### [Dataset extract]

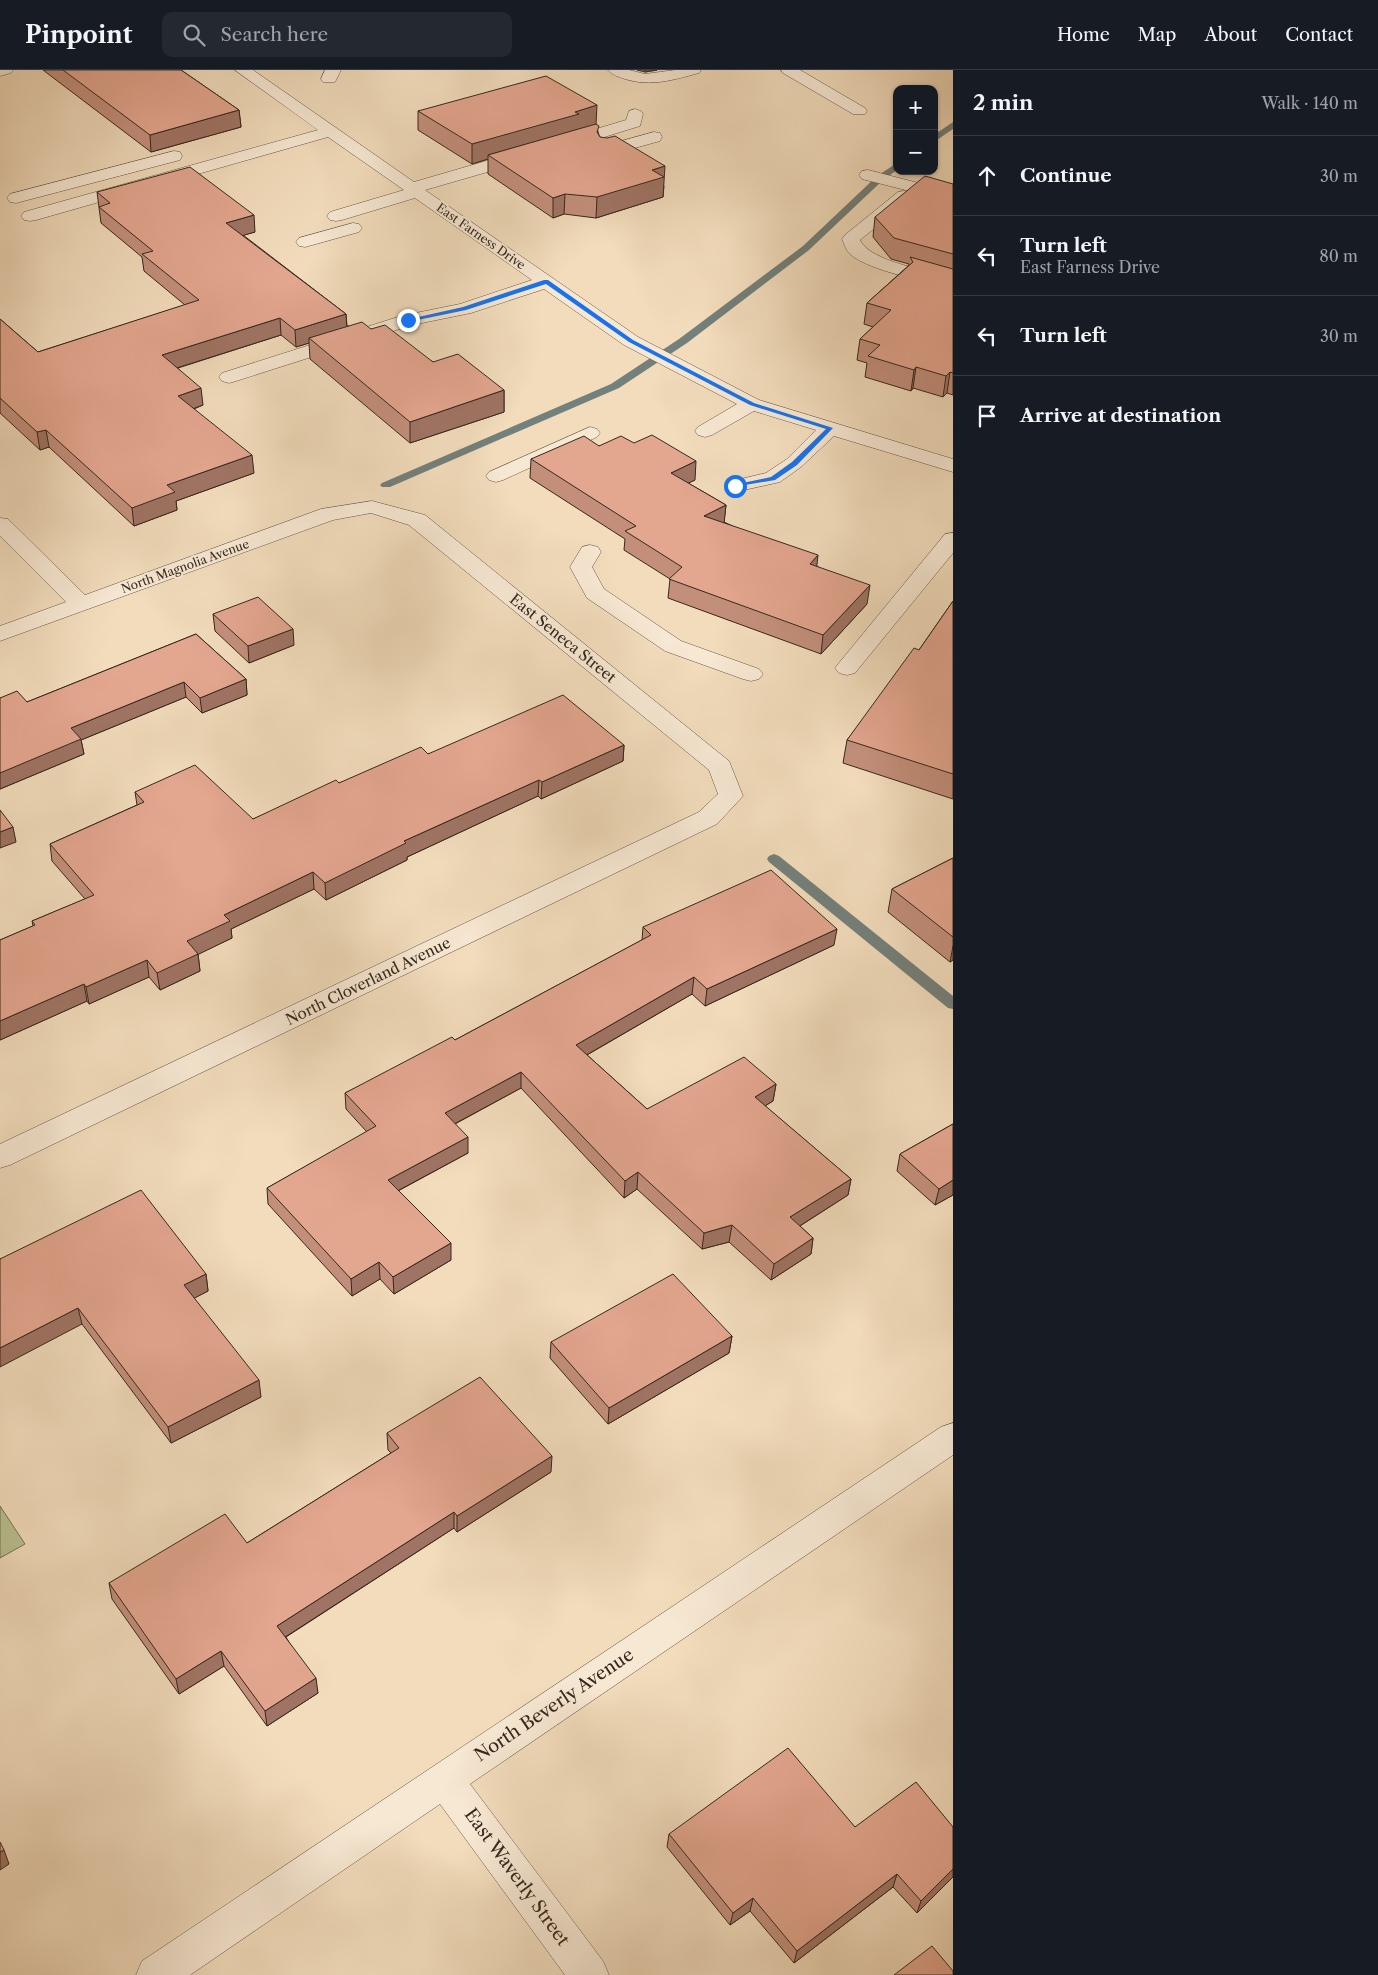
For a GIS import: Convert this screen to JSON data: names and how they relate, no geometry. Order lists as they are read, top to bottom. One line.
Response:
{"streets":{"street":["East Farness Drive","North Magnolia Avenue","East Seneca Street","North Cloverland Avenue","North Beverly Avenue","East Waverly Street"]},"crossings":[["North Magnolia Avenue","East Seneca Street"],["East Seneca Street","North Cloverland Avenue"],["North Beverly Avenue","East Waverly Street"]],"page":{"header":"Pinpoint","search":"Search here","nav":["Home","Map","About","Contact"],"heading":["2 min","Walk · 140 m"],"map_buttons":["+","−"],"list":[["Continue","30 m"],["Turn left","East Farness Drive","80 m"],["Turn left","30 m"],"Arrive at destination"]}}
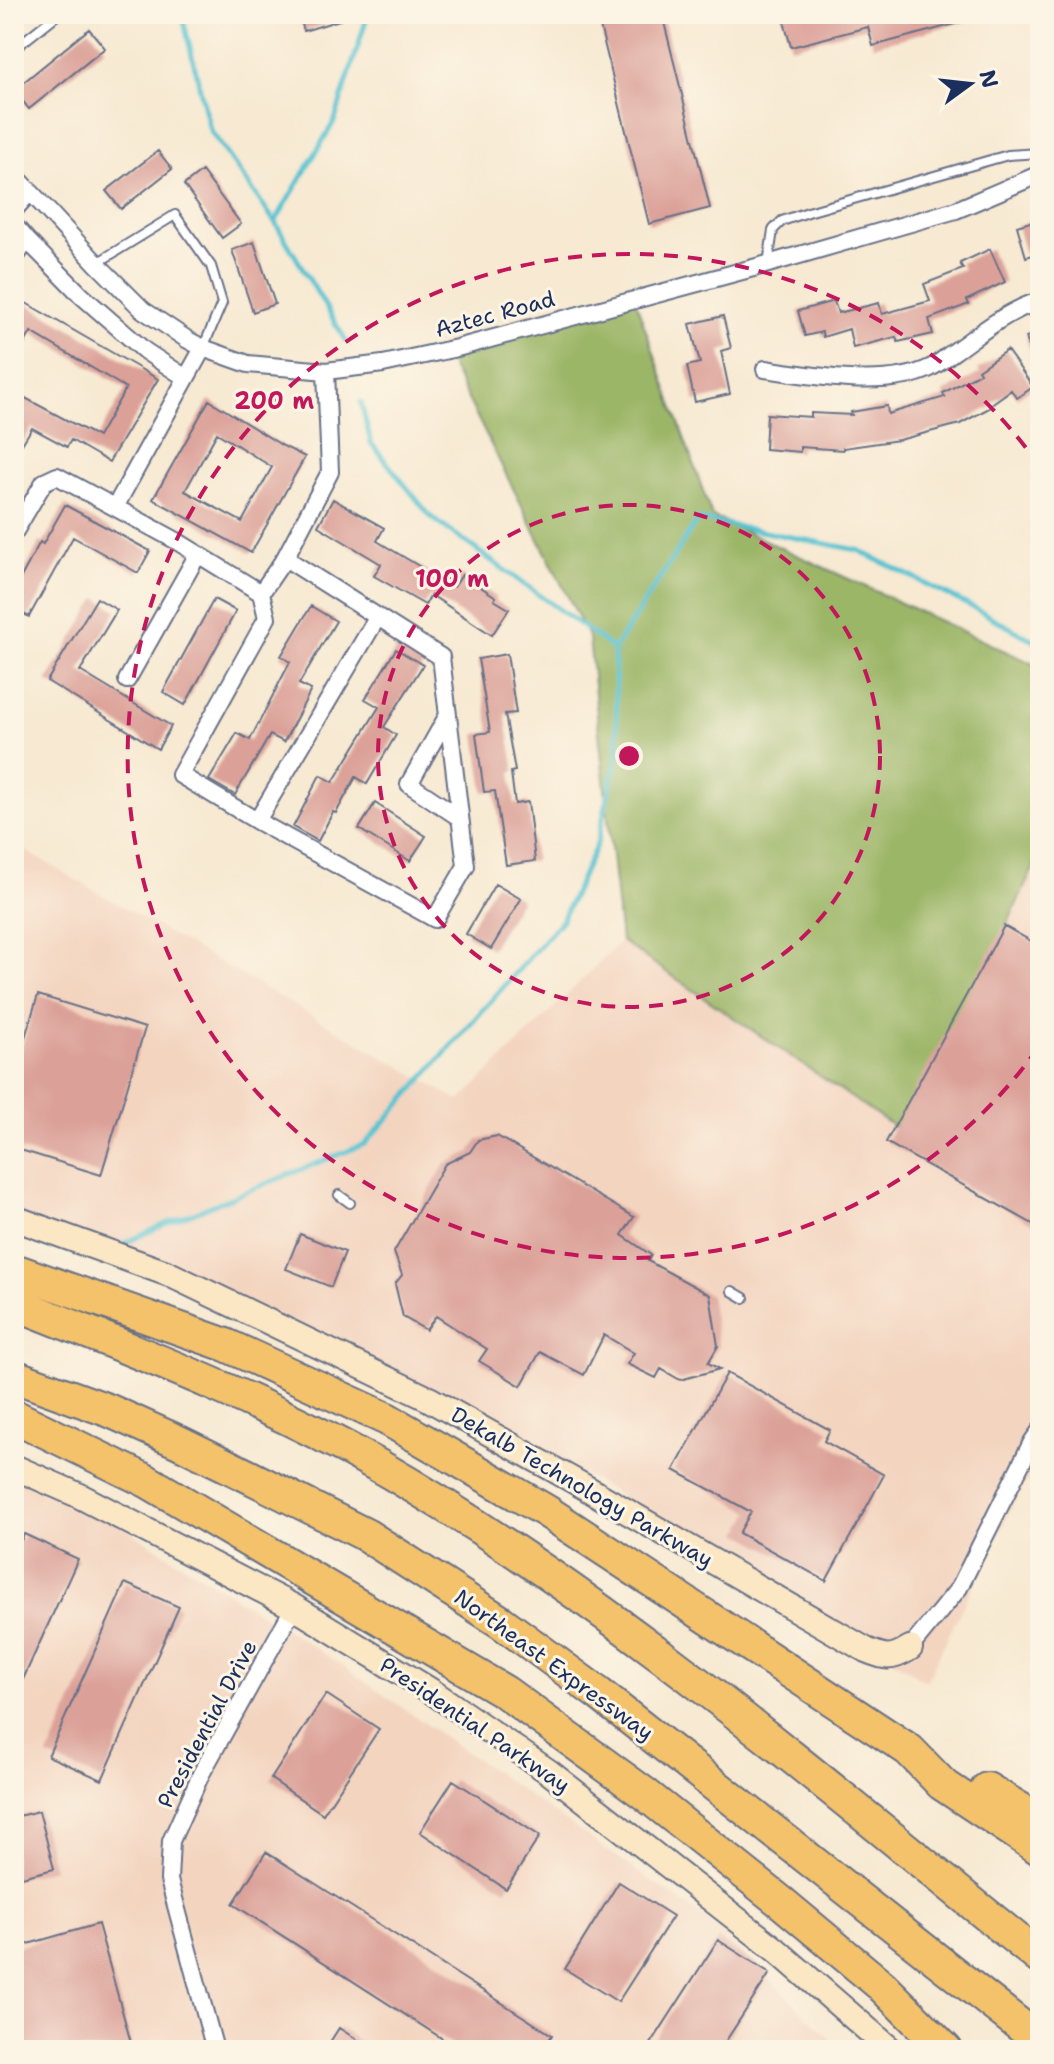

### [Problem requirements]
Drop the pictures, then repeat the material word for word.

### [Exercise response]
For a GIS import: Convert this screen to JSON data: names and how they relate, no geometry. Order lists as they are read, top to bottom. One line.
Response:
{"streets":{"street":["East Farness Drive","North Magnolia Avenue","East Seneca Street","North Cloverland Avenue","North Beverly Avenue","East Waverly Street"]},"crossings":[["North Magnolia Avenue","East Seneca Street"],["East Seneca Street","North Cloverland Avenue"],["North Beverly Avenue","East Waverly Street"]],"page":{"header":"Pinpoint","search":"Search here","nav":["Home","Map","About","Contact"],"heading":["2 min","Walk · 140 m"],"map_buttons":["+","−"],"list":[["Continue","30 m"],["Turn left","East Farness Drive","80 m"],["Turn left","30 m"],"Arrive at destination"]}}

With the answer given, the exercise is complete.